Extracted material:
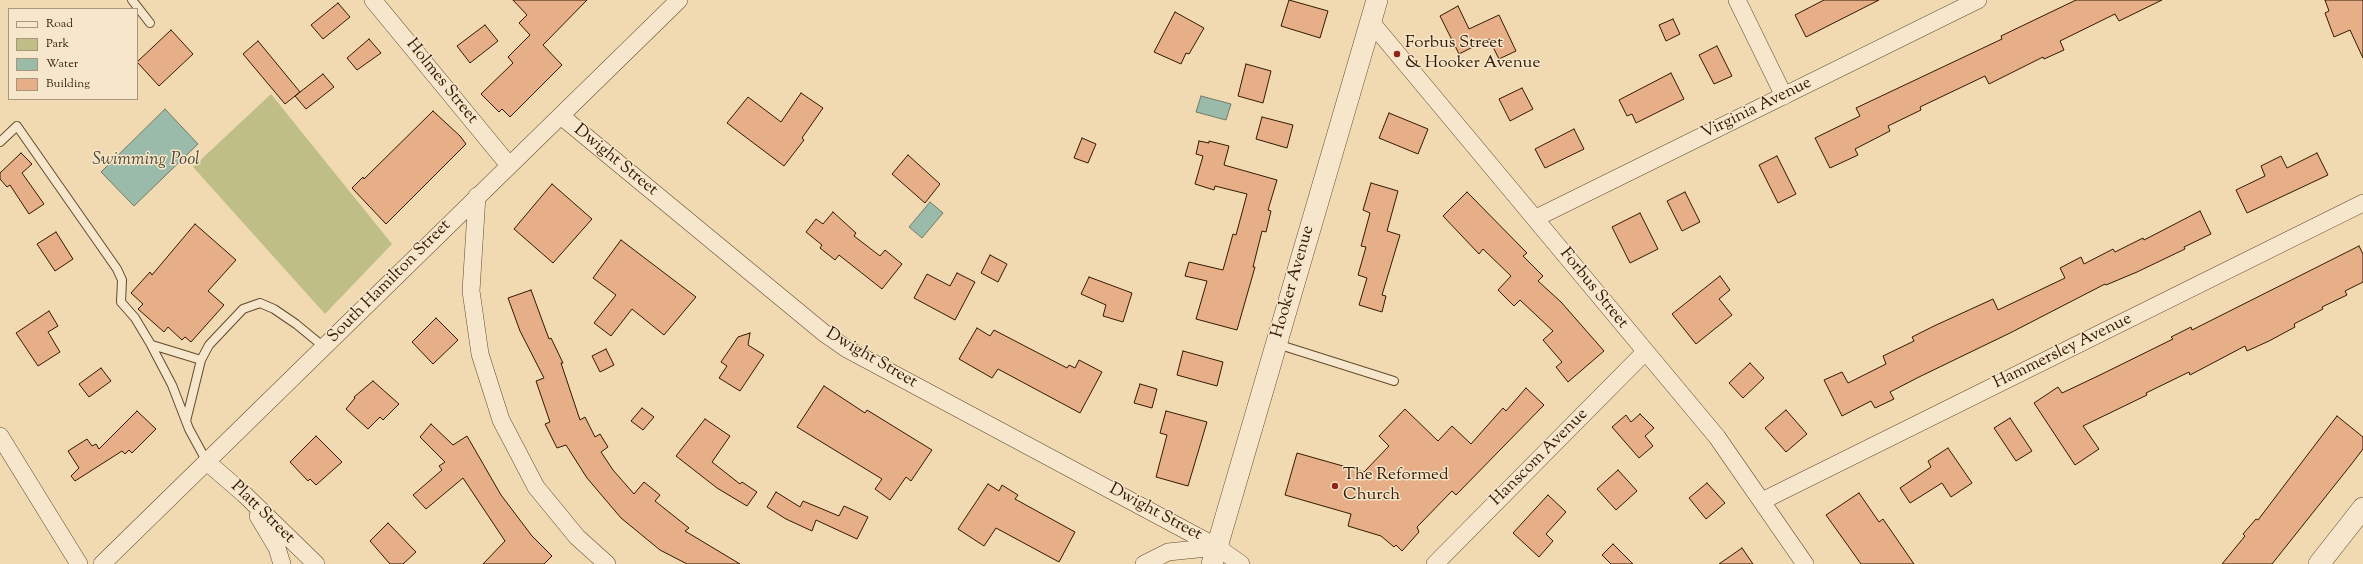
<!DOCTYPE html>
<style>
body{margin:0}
#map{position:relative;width:2363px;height:564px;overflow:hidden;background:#f1dab1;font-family:"Sorts Mill Goudy",serif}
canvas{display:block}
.legend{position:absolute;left:8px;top:8px;width:130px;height:92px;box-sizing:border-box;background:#f6e7cc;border:1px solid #a8957b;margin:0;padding:5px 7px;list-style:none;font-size:12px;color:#331901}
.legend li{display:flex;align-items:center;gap:8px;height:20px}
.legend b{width:20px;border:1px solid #a8957b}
</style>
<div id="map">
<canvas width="2363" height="564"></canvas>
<ul class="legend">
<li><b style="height:5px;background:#f6e7cc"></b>Road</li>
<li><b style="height:11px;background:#c0be87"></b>Park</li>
<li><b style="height:11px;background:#9bbbaa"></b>Water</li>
<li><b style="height:11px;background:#e6af87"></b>Building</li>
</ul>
</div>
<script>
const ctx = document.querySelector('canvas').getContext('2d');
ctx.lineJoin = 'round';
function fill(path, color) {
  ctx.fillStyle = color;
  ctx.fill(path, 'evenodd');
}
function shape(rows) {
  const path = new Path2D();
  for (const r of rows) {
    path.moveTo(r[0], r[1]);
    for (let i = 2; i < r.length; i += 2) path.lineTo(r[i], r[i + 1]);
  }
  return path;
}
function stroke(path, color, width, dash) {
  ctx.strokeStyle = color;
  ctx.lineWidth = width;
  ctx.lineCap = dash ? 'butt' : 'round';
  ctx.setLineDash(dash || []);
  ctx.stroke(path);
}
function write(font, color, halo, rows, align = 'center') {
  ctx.font = font + ' "Sorts Mill Goudy",serif';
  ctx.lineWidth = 3;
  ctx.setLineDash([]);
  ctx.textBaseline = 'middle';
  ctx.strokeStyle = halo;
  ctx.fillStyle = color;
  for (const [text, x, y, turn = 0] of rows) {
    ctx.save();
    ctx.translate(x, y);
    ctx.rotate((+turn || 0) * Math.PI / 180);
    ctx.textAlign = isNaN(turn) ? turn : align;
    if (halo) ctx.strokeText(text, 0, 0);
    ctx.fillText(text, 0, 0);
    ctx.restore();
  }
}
fill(shape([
 [271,94,392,244,325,314,193,167]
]), '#c0be87');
const water = shape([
 [1201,96,1231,104,1226,120,1196,112,1201,96],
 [165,109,198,144,134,206,101,172,165,109],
 [930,202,943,213,922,238,909,227,930,202]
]);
fill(water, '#9bbbaa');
stroke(water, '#717a66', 1);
const building = shape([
 [513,0,587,0,543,45,562,65,510,117,502,109,499,112,481,94,513,63,508,57,530,35,519,23,527,15,513,0],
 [1289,0,1328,11,1320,38,1281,26,1289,0],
 [1824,0,1879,0,1806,37,1795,15,1824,0],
 [2076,0,2162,0,2119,21,2115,14,2060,41,2064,50,2044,59,2043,57,1989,84,1985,76,1920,107,1921,110,1888,126,1890,131,1855,149,1858,155,1830,168,1815,138,1860,116,1856,108,2002,39,2001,36,2076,0],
 [2325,0,2363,0,2363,58,2350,30,2334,37,2325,13,2329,11,2325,0],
 [338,3,350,17,323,39,311,25,338,3],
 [1458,6,1469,29,1499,15,1516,51,1499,59,1489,39,1459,54,1440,16,1458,6],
 [1175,12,1204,28,1189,54,1186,53,1181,64,1154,52,1175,12],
 [1673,19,1680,34,1666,41,1659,25,1673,19],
 [485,25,498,41,470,63,457,46,485,25],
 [171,30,193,54,159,86,137,62,171,30],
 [369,39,381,53,357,70,347,58,369,39],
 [258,41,300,92,285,104,243,54,258,41],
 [1717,46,1732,76,1714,84,1699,55,1717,46],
 [1246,64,1271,71,1263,103,1238,96,1246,64],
 [1671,73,1684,99,1636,123,1632,114,1627,116,1619,100,1671,73],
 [323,74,334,87,306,109,295,96,323,74],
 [1522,88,1533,109,1510,121,1499,99,1522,88],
 [801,93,823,108,802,138,804,140,784,166,727,123,748,97,781,122,801,93],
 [433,111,460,136,466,144,386,224,352,188,363,177,364,179,433,111],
 [1389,113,1428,129,1418,154,1379,138,1389,113],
 [1262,117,1293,125,1287,148,1256,139,1262,117],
 [1574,129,1584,149,1545,168,1535,149,1574,129],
 [1082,138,1096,144,1088,163,1074,158,1082,138],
 [1199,141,1209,143,1209,141,1229,146,1224,165,1277,180,1268,210,1271,211,1266,232,1262,231,1253,267,1255,267,1237,330,1196,319,1207,281,1185,276,1189,262,1223,270,1233,234,1236,235,1247,194,1215,186,1214,190,1195,184,1203,156,1196,154,1199,141],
 [21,153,32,164,22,173,44,204,29,214,10,185,7,187,0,179,0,173,21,153],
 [2317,153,2328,175,2247,213,2236,190,2265,176,2261,166,2281,156,2287,168,2317,153],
 [908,155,940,184,925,203,892,174,908,155],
 [1777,156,1796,194,1778,203,1759,165,1777,156],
 [1371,183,1398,191,1387,231,1400,235,1382,295,1386,296,1382,312,1359,305,1367,278,1358,275,1366,247,1361,246,1370,213,1363,210,1371,183],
 [552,184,592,219,553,263,514,229,552,184],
 [1467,192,1527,253,1523,256,1543,276,1538,281,1561,302,1604,351,1568,382,1556,367,1562,362,1543,340,1553,331,1520,300,1514,306,1498,290,1511,276,1483,249,1479,254,1443,216,1467,192],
 [1685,192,1700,222,1682,231,1667,201,1685,192],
 [2200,211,2211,234,2184,247,2185,249,2137,272,2106,285,2105,284,2010,333,1919,377,1890,392,1894,399,1875,408,1871,401,1842,416,1824,380,1842,372,1848,383,1886,364,1883,356,1914,341,1912,337,1934,326,1993,299,1998,310,2065,278,2060,268,2081,257,2084,264,2113,249,2115,252,2143,238,2144,240,2200,211],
 [833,212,856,233,854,236,880,256,885,250,902,264,882,289,839,255,835,260,820,248,822,245,806,232,816,219,823,224,833,212],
 [1640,213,1658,249,1630,263,1612,227,1640,213],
 [195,224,236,260,208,291,224,305,191,342,185,337,182,340,168,327,164,332,138,309,143,304,131,293,150,272,152,275,195,224],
 [56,232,73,259,55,271,37,244,56,232],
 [621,240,696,297,664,335,632,309,611,336,594,323,616,295,593,278,621,240],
 [2359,246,2363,254,2363,282,2345,291,2347,295,2322,307,2323,309,2294,324,2295,327,2269,341,2247,351,2245,346,2190,375,2189,372,2146,393,2147,395,2083,426,2099,449,2075,465,2034,403,2058,387,2062,393,2100,375,2173,339,2171,337,2191,327,2192,330,2359,246],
 [990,255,1007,264,998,282,981,273,990,255],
 [957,273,975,282,955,320,914,298,927,274,950,286,957,273],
 [1720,276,1730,290,1719,299,1732,315,1696,344,1672,314,1720,276],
 [1089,277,1132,293,1123,322,1103,316,1106,305,1081,294,1089,277],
 [531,290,549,339,551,338,563,363,561,363,580,420,585,417,595,437,600,434,608,447,601,452,613,470,634,494,644,482,660,495,655,501,689,528,685,531,740,564,687,564,660,550,621,518,587,478,566,445,557,448,545,424,550,422,536,381,544,378,520,331,508,298,531,290],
 [49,311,58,326,48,332,60,352,38,366,16,333,49,311],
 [436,318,458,340,433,364,412,342,436,318],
 [977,328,990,336,994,330,1067,368,1069,365,1075,368,1079,360,1102,372,1080,413,998,369,992,378,959,359,977,328],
 [750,333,748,345,764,355,740,391,719,378,727,366,721,362,738,337,750,333],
 [606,349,614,365,600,372,592,356,606,349],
 [1183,351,1223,362,1217,386,1177,375,1183,351],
 [1750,363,1764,378,1743,398,1729,383,1750,363],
 [101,368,111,381,89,397,79,384,101,368],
 [373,381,399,404,383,420,380,417,368,429,346,409,355,398,354,397,373,381],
 [1140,384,1157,389,1152,408,1134,403,1140,384],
 [824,386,865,413,867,410,932,450,911,481,906,477,890,500,875,489,882,479,797,427,824,386],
 [1526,388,1544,405,1456,495,1452,491,1417,527,1419,532,1402,551,1396,545,1394,547,1381,536,1348,526,1351,514,1285,495,1297,453,1364,472,1389,446,1379,436,1405,409,1438,441,1452,426,1471,444,1503,408,1506,411,1526,388],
 [642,408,654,417,643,430,631,421,642,408],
 [1786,410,1807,434,1786,452,1765,428,1786,410],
 [137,411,156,429,132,453,129,450,125,454,122,451,75,481,71,476,79,468,68,451,87,439,92,446,96,444,99,449,137,411],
 [1166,411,1207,422,1188,486,1156,477,1167,435,1160,433,1166,411],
 [1640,414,1654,428,1645,436,1653,446,1639,458,1612,427,1626,415,1631,422,1640,414],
 [2337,416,2363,437,2363,449,2350,466,2272,564,2222,564,2245,536,2243,534,2256,519,2258,520,2337,416],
 [2010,418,2032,451,2016,461,1994,428,2010,418],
 [705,419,730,436,712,462,740,484,742,482,757,492,747,506,717,488,676,456,705,419],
 [431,424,453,445,467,436,501,495,532,536,552,556,544,564,483,564,505,541,463,478,426,509,413,495,442,470,439,466,445,462,420,437,431,424],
 [316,436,342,462,316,485,310,479,308,481,290,462,316,436],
 [1948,448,1972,483,1951,497,1942,483,1910,503,1900,488,1931,467,1928,461,1948,448],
 [1618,470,1637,491,1616,510,1597,489,1618,470],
 [1707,483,1725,503,1706,519,1689,498,1707,483],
 [988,484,999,491,1002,485,1018,495,1015,499,1075,532,1059,562,996,528,984,546,958,529,988,484],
 [776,492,800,507,803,501,839,516,844,506,868,517,857,539,816,520,812,531,786,519,767,507,776,492],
 [1859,493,1879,522,1883,519,1914,564,1861,564,1826,515,1859,493],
 [1548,495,1566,512,1546,534,1553,541,1539,557,1513,533,1548,495],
 [388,523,416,552,403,564,390,564,370,541,388,523],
 [1613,544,1633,564,1611,564,1602,555,1613,544],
 [1742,548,1753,564,1719,564,1742,548]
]);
fill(building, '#e6af87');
stroke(building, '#331901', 1);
const service = shape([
 [132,0,150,23],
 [0,142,17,126,117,269,122,280,121,302,135,318,150,343,172,385,189,429,207,462],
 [1277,344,1394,381],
 [152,345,201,360],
 [186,421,201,360,209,345,243,309,260,303,274,309,296,324,324,347]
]);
const minor = shape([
 [373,0,508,164],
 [1737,0,1784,96],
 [1371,22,1717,437,1805,564],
 [561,116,824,333,847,349,1217,547,1241,564],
 [477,196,471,291,480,354,501,420,536,487,577,537,607,564],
 [1536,218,1978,0],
 [0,436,79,564],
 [207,462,244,494,316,564],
 [1762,501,2363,203],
 [258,516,277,548,282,564],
 [102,564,679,0],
 [1144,564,1168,552,1217,547],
 [1435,564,1645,352]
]);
const tertiary = shape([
 [1212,564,1377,0],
 [2319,564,2363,508]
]);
stroke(service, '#62492d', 10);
stroke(minor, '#62492d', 18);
stroke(tertiary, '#62492d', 22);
stroke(service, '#f6e7cc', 8);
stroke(minor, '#f6e7cc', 17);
stroke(tertiary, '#f6e7cc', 21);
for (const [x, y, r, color] of [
 [1397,54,4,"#8f2418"],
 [1335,486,4,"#8f2418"]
]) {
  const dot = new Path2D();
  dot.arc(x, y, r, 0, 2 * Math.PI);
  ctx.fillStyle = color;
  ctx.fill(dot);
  stroke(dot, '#f6e7cc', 1.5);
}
write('17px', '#331901', '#f6e7cc', [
 ["Forbus Street",1405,44],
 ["& Hooker Avenue",1405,64],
 ["The Reformed",1343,476],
 ["Church",1343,496]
], 'left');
write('17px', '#331901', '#f6e7cc', [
 ["Holmes Street",441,82,51],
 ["Virginia Avenue",1757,109,-26],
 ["Dwight Street",615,161,39],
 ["South Hamilton Street",390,282,-45],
 ["Hooker Avenue",1294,282,-74],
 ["Forbus Street",1593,289,51],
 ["Hammersley Avenue",2063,352,-26],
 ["Dwight Street",871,359,30],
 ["Hanscom Avenue",1540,458,-45],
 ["Platt Street",262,513,44],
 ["Dwight Street",1155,513,28]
]);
write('italic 18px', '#524a34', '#f6e7cc', [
 ["Swimming Pool",146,161]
]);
</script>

What is needed:
All lines above with the word "rows" need to be reported.

Solution for this task:
function shape(rows) {
  for (const r of rows) {
function write(font, color, halo, rows, align = 'center') {
  for (const [text, x, y, turn = 0] of rows) {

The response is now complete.